Personalized lifestyle medicine is a newly developed term that refers to an approach to medicine in which an individual's health metrics from point-of-care diagnostics are used to develop lifestyle-oriented therapeutic strategies for improving individual health outcomes and managing chronic disease. For example, the application of personalized lifestyle medicine to patient care may include the identification of genetic variants through laboratory tests and/or functional biomarkers for the purpose of designing patient-specific prescriptions for diet, exercise, stress, and environment. Personalized lifestyle medicine can provide solutions to chronic health problems by harnessing innovative and evolving technologies based on recent discoveries in genomics, epigenetics, systems biology, life and behavioral sciences, and diagnostics and clinical medicine.
A comprehensive, personalized approach to medicine promotes the safety of therapeutics and reduces the cost of chronic disease.
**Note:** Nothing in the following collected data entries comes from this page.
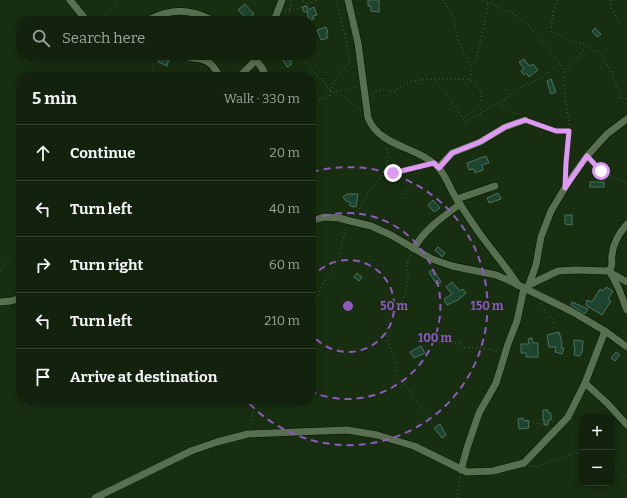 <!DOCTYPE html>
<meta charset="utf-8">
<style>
body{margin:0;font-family:Bitter,serif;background:#1f2f1a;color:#f1f3f6}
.controls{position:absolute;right:12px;bottom:12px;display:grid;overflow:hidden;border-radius:8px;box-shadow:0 2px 6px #0003}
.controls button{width:36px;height:36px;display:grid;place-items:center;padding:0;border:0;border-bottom:1px solid #313f2d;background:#12220c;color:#f1f3f6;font:20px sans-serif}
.stop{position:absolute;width:12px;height:12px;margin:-9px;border:3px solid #dd99f3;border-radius:50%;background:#fff}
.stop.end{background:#dd99f3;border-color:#fff;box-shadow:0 1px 4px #0008}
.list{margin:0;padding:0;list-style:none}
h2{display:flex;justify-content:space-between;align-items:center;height:52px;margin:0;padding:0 16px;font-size:17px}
h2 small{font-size:13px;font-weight:400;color:#9ca49d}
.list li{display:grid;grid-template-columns:26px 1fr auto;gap:12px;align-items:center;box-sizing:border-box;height:56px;padding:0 16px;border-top:1px solid #313f2d}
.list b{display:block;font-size:15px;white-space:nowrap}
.list em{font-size:13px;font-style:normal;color:#9ca49d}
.icon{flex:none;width:22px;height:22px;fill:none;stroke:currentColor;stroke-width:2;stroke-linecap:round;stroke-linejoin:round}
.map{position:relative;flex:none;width:627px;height:498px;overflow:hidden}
.search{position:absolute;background:#12220c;box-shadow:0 2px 6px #0003;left:16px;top:16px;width:300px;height:44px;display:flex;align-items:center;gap:10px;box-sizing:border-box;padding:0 14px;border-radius:16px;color:#9ca49d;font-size:15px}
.panel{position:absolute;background:#12220c;box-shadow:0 2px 6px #0003;left:16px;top:72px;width:300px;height:332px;border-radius:16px}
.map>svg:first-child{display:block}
</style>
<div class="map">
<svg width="627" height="498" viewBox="0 0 627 498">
<rect width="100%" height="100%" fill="#182e10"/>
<g fill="#1d442f" stroke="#4b725b">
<path d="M368 0H379V12L371 11V6H368Z"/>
<path d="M245 4 254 14 248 20 238 10Z"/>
<path d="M307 6 308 10 314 7 317 15 313 16 314 19 309 21 307 11 304 12 302 7Z"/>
<path d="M326 27 328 33 326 34 328 38 321 40 317 30Z"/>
<path d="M595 28 601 34 597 37 592 31Z"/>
<path d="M161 55 169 58 167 66 158 62Z"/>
<path d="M286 55H292L294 59 290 61 292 64 287 67 283 60 288 58Z"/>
<path d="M524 59 529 66 533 64 538 70 529 77 526 73 524 75 521 71 524 69 519 62Z"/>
<path d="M551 79 556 92 551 94 547 81Z"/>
<path d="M486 156 489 163 482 165 483 170 475 173 474 169 469 170 467 163Z"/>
<rect x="590" y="182" width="14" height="5"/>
<path d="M498 193 501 199 489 203 487 198Z"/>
<path d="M347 194H358L356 207 350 206V202L346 201 343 197Z"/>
<path d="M433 200 440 208 434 212 428 205Z"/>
<path d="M565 215H572V225L565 224Z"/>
<path d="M438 247 445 253 442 257 435 250Z"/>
<path d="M433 269 441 282 437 285 429 272Z"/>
<path d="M357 273 362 277 359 281 354 277Z"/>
<path d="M452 282 460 291 463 289 466 293 458 300 447 305 444 299 452 294 446 287Z"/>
<path d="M606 287 613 291 608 299 611 301 602 315 586 305 587 300 592 302 600 289 603 291Z"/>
<path d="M572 302 588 309 585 314 571 305Z"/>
<path d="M559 332 562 342 561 348H564L562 354 555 352 556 347H549L547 335Z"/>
<path d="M532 338 533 343H538V357H526V353H521V344H529L528 339Z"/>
<path d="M574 340 583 341 582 353H581L580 356 574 355 575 347H574Z"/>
<path d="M421 346 425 353 414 358 410 352Z"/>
<path d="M616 352 620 355 615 361 611 358Z"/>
<path d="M543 410H548V413H551V420H548V425H544V420H543Z"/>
<path d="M523 418 524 421 528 420 529 428 519 429 518 419Z"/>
<path d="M440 424 446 435 442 438 434 428Z"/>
</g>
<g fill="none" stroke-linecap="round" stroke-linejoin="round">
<defs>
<g id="minor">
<path d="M70 0 87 21"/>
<path d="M348 0 358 43 368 118C380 147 416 146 437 166 446 175 450 189 457 200 466 213 474 226 483 238 495 254 507 268 518 285"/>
<path d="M146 21C171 8 189 8 214 21"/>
<path d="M274 21 282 0"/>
<path d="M185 55C191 59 195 58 201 59 211 61 215 69 220 77"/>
<path d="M252 55 262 68 266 77"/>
<path d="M239 77 256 60 259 55"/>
<path d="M439 167 452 153 480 142 505 127 525 120"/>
<path d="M457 199 495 186"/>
<path d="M311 221 324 217 339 218 350 221 371 226 391 235 432 259 452 266 496 275 508 280 571 311 605 331 627 347"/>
<path d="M414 249C423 230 444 216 460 204"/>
<path d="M609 270 618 287 627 310"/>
<path d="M611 273 627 282"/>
<path d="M529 285 558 271 577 270 606 271C608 270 610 270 611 268 613 264 611 259 612 255 613 243 619 233 627 224"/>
<path d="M527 290 536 265 541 237 551 211 569 181 587 156 607 134 627 119"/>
<path d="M0 302 11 301 21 298"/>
<path d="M585 383 607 403 627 425"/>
<path d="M461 470 467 448 479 413 496 383 501 367 508 344 517 321 524 288"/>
<path d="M95 498 191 451 217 442 248 434 347 430 377 435 414 446 467 472 493 471 524 463 568 417 585 383 605 331"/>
</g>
</defs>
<use href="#minor" stroke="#031600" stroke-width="8"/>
<g stroke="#51644a" stroke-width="1" stroke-dasharray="1 3" stroke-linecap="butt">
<path d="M303 0 307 4"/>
<path d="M442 0C446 3 455 19 455 24 455 28 453 26 455 30 459 42 463 56 472 67"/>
<path d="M483 0 514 14 525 22 552 53 564 69 565 96 570 128 565 174"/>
<path d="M558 0 553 11 551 31 562 36 567 41 581 43 601 54 609 67 621 97 627 100"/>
<path d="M611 0V8L621 25"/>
<path d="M285 11 297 9 317 0"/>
<path d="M100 21 112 9 118 0"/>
<path d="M288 21 291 0"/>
<path d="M298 55 324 82 329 90 344 97 361 111"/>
<path d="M565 72 578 58 586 47"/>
<path d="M149 77 153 69"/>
<path d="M470 79 472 67 476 60 483 30 488 3"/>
<path d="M435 80 451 100 463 120 467 121 505 99 524 85 542 78 560 63"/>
<path d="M336 92 356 87"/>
<path d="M372 94C380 89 386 88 393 93 399 87 405 83 414 81 421 79 463 78 469 80 476 82 484 91 481 99 479 107 469 113 463 119"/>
<path d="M311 102 329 97 334 82 350 60 345 35 336 0"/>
<path d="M499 104 518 115"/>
<path d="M531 123 556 131H569"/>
<path d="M591 161C601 173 613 177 627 183"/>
<path d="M385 174 405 171 425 166"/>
<path d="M405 194 419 173 421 167"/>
<path d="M354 215C359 210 362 204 366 197 378 176 390 176 387 148"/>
<path d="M411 255C403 264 409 271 408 282 407 286 406 290 405 294 401 305 392 314 386 324L389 346 395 360 397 376 408 389 433 425"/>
<path d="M0 271C6 261 15 255 21 246"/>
<path d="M540 303 553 320 554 329"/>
<path d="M311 310 323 283 338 262 343 238 347 227"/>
<path d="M423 341C429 340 434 342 440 343 447 343 454 342 461 344L463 348 480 347 499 352"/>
<path d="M529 422 542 424 555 421"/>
<path d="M572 422 582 433"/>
<path d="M250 428 256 399"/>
<path d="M530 466H539L571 454 582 452"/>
<path d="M612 466 627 478"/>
<path d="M457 498 460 476"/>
</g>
<use href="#minor" stroke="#58704f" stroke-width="7"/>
</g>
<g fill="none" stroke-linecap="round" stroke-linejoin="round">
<path stroke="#dd99f3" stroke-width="5" d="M393 173 434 163 439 168 452 153 480 142 505 127 525 120 556 131H569L566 163 565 188 587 156 601 171"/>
</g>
<g fill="none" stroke="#9058c1" stroke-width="2" stroke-dasharray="7 5">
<path d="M311 279A46 46 0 1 1 311 333"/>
<path d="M312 220A93 93 0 1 1 312 392"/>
<path d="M312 172A139 139 0 1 1 245 399"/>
</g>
<circle cx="348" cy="306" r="6" fill="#9058c1" stroke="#182e10" stroke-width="2"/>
<g font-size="12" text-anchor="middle" font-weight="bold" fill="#9058c1" stroke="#182e10" stroke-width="3" stroke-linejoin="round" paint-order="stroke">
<text x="394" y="310">50 m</text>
<text x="487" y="310">150 m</text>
<text x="435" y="342">100 m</text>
</g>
</svg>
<div class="controls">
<button>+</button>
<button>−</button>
</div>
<div class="stop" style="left:601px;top:171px"></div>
<div class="stop end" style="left:393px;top:173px"></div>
<div class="search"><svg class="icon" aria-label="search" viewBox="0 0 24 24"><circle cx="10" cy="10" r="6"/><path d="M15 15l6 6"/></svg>Search here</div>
<section class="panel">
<h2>5 min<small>Walk · 330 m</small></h2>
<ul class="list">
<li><svg class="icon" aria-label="ahead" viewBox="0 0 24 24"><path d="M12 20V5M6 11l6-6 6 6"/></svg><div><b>Continue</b></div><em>20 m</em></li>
<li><svg class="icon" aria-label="left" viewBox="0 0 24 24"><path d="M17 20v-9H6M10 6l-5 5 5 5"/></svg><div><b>Turn left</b></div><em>40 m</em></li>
<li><svg class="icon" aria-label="right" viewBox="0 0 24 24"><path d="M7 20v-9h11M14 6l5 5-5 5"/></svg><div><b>Turn right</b></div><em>60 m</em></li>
<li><svg class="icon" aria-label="left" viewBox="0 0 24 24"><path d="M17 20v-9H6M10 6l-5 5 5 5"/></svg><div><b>Turn left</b></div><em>210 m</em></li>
<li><svg class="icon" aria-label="arrive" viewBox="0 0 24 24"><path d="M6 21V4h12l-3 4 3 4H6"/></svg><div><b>Arrive at destination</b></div></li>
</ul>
</section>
</div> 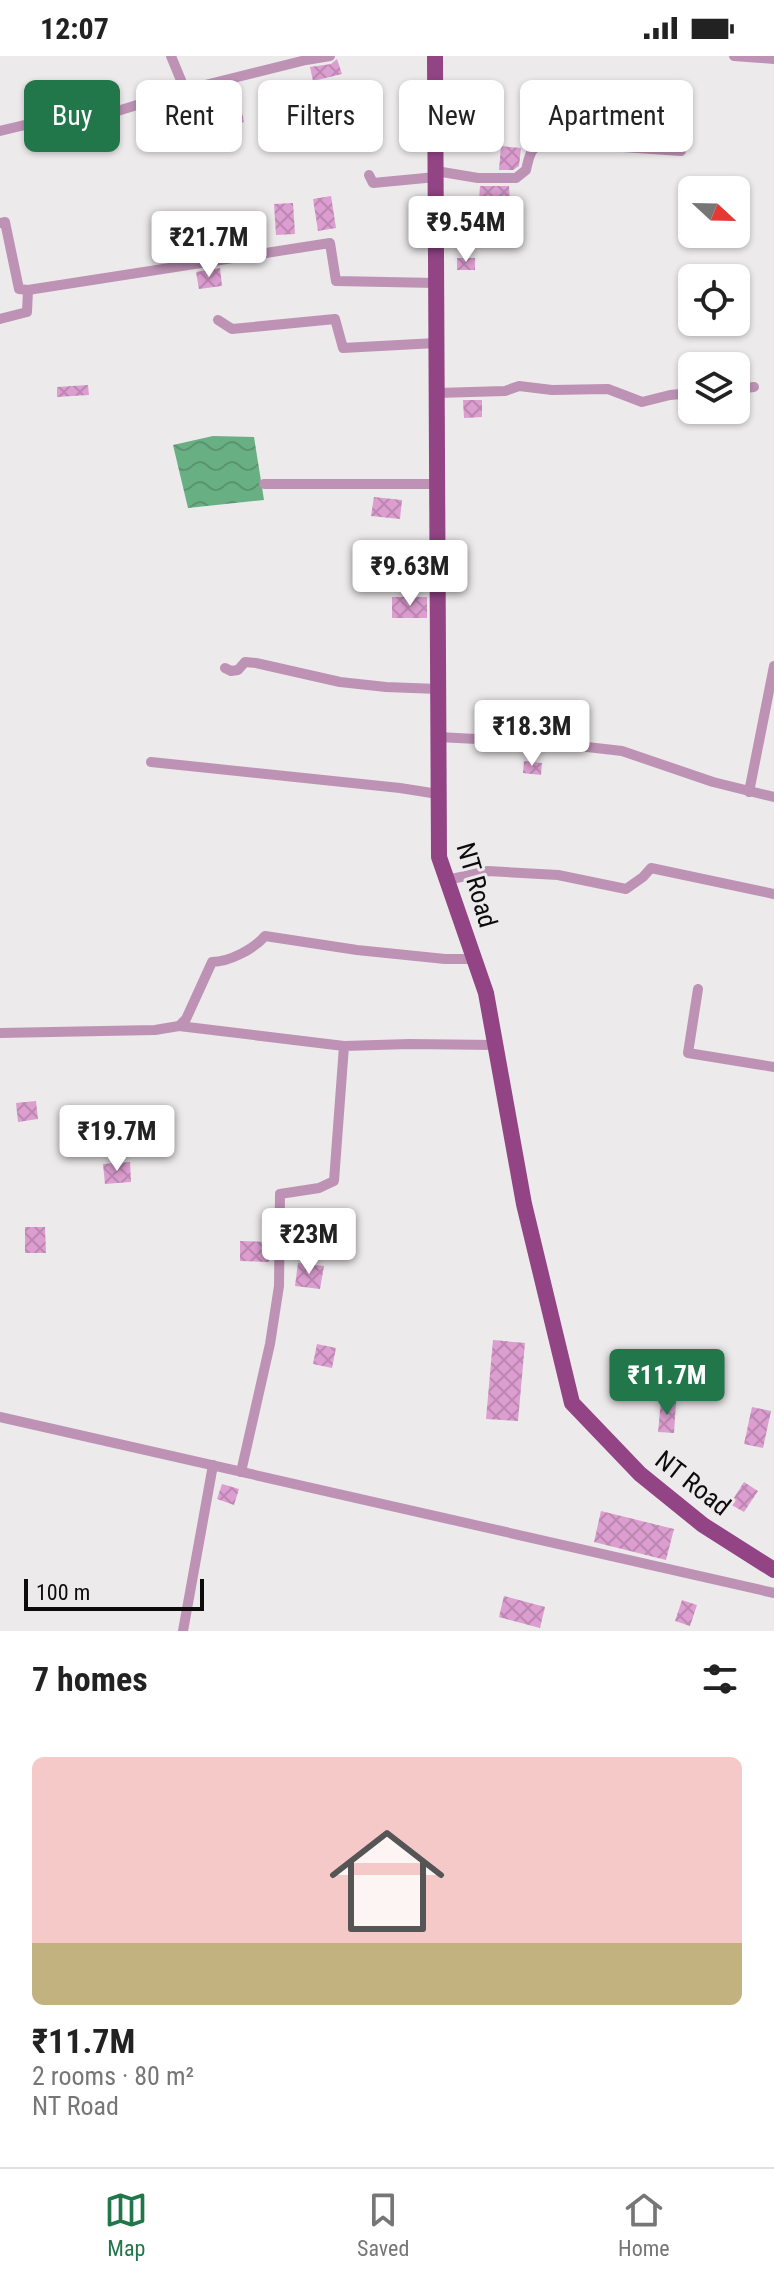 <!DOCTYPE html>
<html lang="en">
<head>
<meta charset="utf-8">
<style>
	body { margin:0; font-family:"Roboto Condensed",sans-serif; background:#f6f6f6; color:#222; height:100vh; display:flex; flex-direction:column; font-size:30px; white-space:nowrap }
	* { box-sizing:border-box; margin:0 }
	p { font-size:26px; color:#767676 }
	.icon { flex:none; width:44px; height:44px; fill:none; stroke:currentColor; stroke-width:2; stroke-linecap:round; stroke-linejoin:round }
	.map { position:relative; height:1575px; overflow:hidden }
	.side { display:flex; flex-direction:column; background:#fff; flex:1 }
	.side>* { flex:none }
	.guide { position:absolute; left:24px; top:24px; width:726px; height:72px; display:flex; gap:16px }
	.needle { width:52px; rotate:112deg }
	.controls { position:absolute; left:678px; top:120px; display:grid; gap:16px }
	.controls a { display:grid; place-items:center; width:72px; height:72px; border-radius:12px; background:#fff; box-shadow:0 2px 6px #0004; font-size:40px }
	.scale { position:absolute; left:24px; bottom:20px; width:180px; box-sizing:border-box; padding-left:8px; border:4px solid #0d0c0d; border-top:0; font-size:22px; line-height:28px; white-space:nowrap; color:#0d0c0d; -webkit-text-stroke:6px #edeaec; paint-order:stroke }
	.price { position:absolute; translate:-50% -68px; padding:0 18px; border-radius:8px; background:#fff; color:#222; font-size:26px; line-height:52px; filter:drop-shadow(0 2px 4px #0008) }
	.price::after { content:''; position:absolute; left:50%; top:48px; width:24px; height:18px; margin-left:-12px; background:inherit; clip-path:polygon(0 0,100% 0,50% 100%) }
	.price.on { background:#22774a; color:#fff }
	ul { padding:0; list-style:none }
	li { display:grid; align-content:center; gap:16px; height:424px; padding:0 32px }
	li span { display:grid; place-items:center; height:248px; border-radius:12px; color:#555 }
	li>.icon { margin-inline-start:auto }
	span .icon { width:144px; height:144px; fill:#fffc; stroke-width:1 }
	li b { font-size:34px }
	h2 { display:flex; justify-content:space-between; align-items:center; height:96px; padding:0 32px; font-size:34px }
	.tag { padding:0 28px; border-radius:12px; background:#fff; box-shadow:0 2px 6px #0004; font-size:28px; line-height:72px }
	.tag.on { background:#22774a; color:#fff }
	.status { display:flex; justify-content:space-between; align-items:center; height:56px; padding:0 40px; background:#fff; direction:ltr }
	.status svg { height:22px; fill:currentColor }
	.dock { display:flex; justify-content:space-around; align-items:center; height:112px; border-top:2px solid #e0e0e0; background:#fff; font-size:22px; color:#767676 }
	.dock a { display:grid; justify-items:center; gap:4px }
	.dock .on { color:#22774a }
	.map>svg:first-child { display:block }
</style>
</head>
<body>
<div class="status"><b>12:07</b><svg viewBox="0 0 49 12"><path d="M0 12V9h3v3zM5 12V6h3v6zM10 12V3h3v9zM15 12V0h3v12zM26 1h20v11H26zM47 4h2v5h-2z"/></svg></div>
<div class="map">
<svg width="774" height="1575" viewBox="0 0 774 1575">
	<defs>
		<pattern id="water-waves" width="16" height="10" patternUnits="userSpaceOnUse" patternTransform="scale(2)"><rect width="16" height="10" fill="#68af83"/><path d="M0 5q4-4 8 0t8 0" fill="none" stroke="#599570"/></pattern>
		<pattern id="building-cross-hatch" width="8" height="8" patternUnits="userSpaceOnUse" patternTransform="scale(2)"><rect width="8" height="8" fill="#dc9ed0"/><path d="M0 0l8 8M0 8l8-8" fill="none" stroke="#bc87b1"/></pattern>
	</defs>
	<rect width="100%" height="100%" fill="#edeaec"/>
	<path fill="url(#water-waves)" d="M213 380 254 381 264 444 188 452 173 389Z"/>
	<g fill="url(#building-cross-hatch)">
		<path d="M337 3 342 18 313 25 310 11 331 8Z"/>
		<path d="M238 37 244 66 209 74 210 79 167 88 161 60 222 50 220 41Z"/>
		<path d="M501 90 521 92 519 110 513 114H499Z"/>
		<path d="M480 130H509L511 161H484L485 143H479Z"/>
		<path d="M331 140 336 172 318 175 313 143Z"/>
		<path d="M293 147 295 178 276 179 274 148Z"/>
		<path d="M194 166 200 199 181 202 175 170Z"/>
		<rect x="457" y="202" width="18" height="12"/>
		<path d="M220 212 222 230 199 233 196 216Z"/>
		<path d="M88 329 89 339 57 341V331Z"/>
		<path d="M463 344H482V361L464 362Z"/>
		<path d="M374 441 402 444 400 463 371 460Z"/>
		<rect x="392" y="541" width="35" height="21"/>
		<path d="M524 705 542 707 541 719 523 717Z"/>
		<path d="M36 1045 38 1063 18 1066 16 1047Z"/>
		<path d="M130 1106 131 1126 105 1128 103 1108Z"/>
		<path d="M25 1171H45L46 1197H25Z"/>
		<path d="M240 1185 271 1186 269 1206 240 1205Z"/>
		<path d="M298 1207 324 1210 320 1233 295 1230Z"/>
		<path d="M493 1284 525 1287 518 1365 486 1363Z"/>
		<path d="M317 1288 336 1292 332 1312 313 1308Z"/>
		<path d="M661 1344 676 1346 674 1377 658 1376Z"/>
		<path d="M752 1351 771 1355 763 1392 744 1388Z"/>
		<path d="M744 1426 758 1435 744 1456 730 1448Z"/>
		<path d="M222 1428 239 1433 234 1449 217 1443Z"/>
		<path d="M601 1455 674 1473 666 1504 594 1486Z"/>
		<path d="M504 1540 545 1551 540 1572 499 1561Z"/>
		<path d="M682 1544 697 1549 690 1570 675 1565Z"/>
	</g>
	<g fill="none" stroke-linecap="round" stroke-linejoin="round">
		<g stroke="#be92b5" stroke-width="10">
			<path d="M171 0 185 34 306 4 330 0"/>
			<path d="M734 0 774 3"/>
			<path d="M0 75 71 58 88 62 108 58 185 34"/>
			<path d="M436 115 478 122H516L526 114C530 97 530 90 549 86L681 95"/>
			<path d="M369 119 373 127 436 121"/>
			<path d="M0 167 5 166 19 233 28 234 330 187 336 225 436 227"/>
			<path d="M0 263 27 256 28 234"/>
			<path d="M218 264 232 273 335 263 343 292 436 287"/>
			<path d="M736 333 754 331"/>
			<path d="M437 337 505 335 519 330 552 334 608 333 642 346 670 339 692 337"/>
			<path d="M264 428H437"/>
			<path d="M225 612 231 615 238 614 245 606 256 607 340 626 386 631 438 633"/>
			<path d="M438 681 552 687 622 695 713 726 774 741"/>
			<path d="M151 706 400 732 438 738"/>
			<path d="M749 736 774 610"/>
			<path d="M447 824 488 815 558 819 626 833 643 821 651 812 774 838"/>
			<path d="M698 933 688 997 774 1011"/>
			<path d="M179 970 344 990"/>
			<path d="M0 977 155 974 179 970 186 963 212 906C229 906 254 893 265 880L357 894 445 903H474"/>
			<path d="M0 1361 774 1537"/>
			<path d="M241 1416 270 1288 279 1230 280 1138 319 1132 334 1125 344 990 409 988 495 989"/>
			<path d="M183 1575 213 1409"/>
		</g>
		<path stroke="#924485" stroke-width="16" d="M435 0 439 801 486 937 524 1148 572 1347 640 1418 703 1469 774 1514"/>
	</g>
	<g text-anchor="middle" stroke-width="6" stroke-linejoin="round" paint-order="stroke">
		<g font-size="26" fill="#0d0c0d" stroke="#edeaec">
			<text transform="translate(477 829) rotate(74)" y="9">NT Road</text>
			<text transform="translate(693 1427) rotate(38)" y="9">NT Road</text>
		</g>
	</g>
</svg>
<div class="controls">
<a><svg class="needle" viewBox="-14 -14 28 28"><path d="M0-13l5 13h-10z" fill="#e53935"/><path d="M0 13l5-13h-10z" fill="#767676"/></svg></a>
<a><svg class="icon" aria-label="locate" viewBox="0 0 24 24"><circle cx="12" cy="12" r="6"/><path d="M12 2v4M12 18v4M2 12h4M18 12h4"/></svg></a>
<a><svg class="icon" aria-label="layers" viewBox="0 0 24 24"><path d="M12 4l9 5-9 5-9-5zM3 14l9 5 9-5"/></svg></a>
</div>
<div class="scale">100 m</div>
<b class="price" style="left:466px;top:208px">₹9.54M</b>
<b class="price" style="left:209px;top:223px">₹21.7M</b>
<b class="price" style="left:410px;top:552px">₹9.63M</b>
<b class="price" style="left:532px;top:712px">₹18.3M</b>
<b class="price" style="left:117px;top:1117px">₹19.7M</b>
<b class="price" style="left:309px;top:1220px">₹23M</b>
<b class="price on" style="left:667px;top:1361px">₹11.7M</b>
<div class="guide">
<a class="tag on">Buy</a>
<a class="tag">Rent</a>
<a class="tag">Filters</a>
<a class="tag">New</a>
<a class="tag">Apartment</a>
</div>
</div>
<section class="side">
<h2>7 homes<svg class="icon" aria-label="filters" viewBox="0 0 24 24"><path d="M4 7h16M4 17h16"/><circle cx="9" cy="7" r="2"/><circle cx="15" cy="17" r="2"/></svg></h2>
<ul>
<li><span style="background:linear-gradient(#f6c9c9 75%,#c2b280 0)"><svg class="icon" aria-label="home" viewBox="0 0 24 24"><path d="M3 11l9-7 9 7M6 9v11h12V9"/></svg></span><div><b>₹11.7M</b><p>2 rooms · 80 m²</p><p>NT Road</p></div></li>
</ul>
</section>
<nav class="dock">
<a class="on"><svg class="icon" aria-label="map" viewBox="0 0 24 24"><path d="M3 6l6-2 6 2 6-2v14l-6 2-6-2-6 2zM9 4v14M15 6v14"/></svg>Map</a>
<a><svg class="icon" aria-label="saved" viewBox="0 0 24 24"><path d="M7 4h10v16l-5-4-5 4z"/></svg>Saved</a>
<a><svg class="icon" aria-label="home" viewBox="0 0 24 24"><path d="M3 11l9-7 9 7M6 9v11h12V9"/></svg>Home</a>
</nav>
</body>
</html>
Personalized lifestyle medicine may provide a novel means of addressing a patient's health by empowering them with information they need to regain control of their health.
Integrative Health and Medicine
Integrative medicine as a specialty involves the treatment and care of the whole person, integrating scientifically validated therapies of conventional medicine with select practices derived from areas sometimes considered to be complementary and alternative medicine (CAM). The American Board of Physician Specialties is the only multi-specialty certifying board in the United States to offer an integrative medicine certification.
The Academic Collaborative of Integrative Medicine, Clinicians' & Educators' Desk Reference on the Integrative Health & Medicine Professions, explains the defining principles of integrative medicine, which include:
"A partnership between the patient and the practitioner with consideration of all factors that influence health, wellness, disease – including mind, body and spirit.
"Use of conventional and alternative methods to facilitate the body’s innate healing response. Appropriate consideration given to use of less-invasive and less-harmful interventions, when possible, while addressing the whole person in addition to the disease.
"The concept that medicine is based on good science is inquiry-driven and open to critical consideration of new paradigms. In addition to scientifically sound treatment concepts, the practitioner of integrative medicine espouses the broad concepts of health promotion/illness prevention and healthy living. Practitioners also are expected to exemplify these tenets and to remain open to self-exploration and self-development."
Functional Medicine: Fueling Growth and Examples of Success
Since opening in the fall of 2014, the Cleveland Clinic - Center for Functional Medicine has grown significantly, expanding space twice, serving thousands of patients globally, and building a waiting list of over 3,000 patients.
Functional Medicine is Getting to the Root Cause of Chronic Disease, Healing and...
...Improving Patient Outcomes
Functional Medicine Gives Woman Relief After 44 Years of Suffering. "According to Dr. Hyman, Cindy achieved a more than 60 percent reduction in all disease symptoms after just eight weeks in the program."
...Lowering Patient Costs
According to Fon Consulting, Disruptive Functional Medicine Innovation Drives Value-Based Future at Cleveland Clinic: "Dr. Hyman described a 40-year old woman suffering from arthritis, reflux, irritable bowel syndrome, migraines, depression, and pre-diabetes. Her multiple prescriptions included a drug costing $50,000/year, which she would likely depend on for many years in order to manage her condition.
Hyman said his functional workup identified inflammation and conditions in the gut that he treated. After two months the patient’s symptoms were gone, she was off the meds, and she’d lost 20 pounds."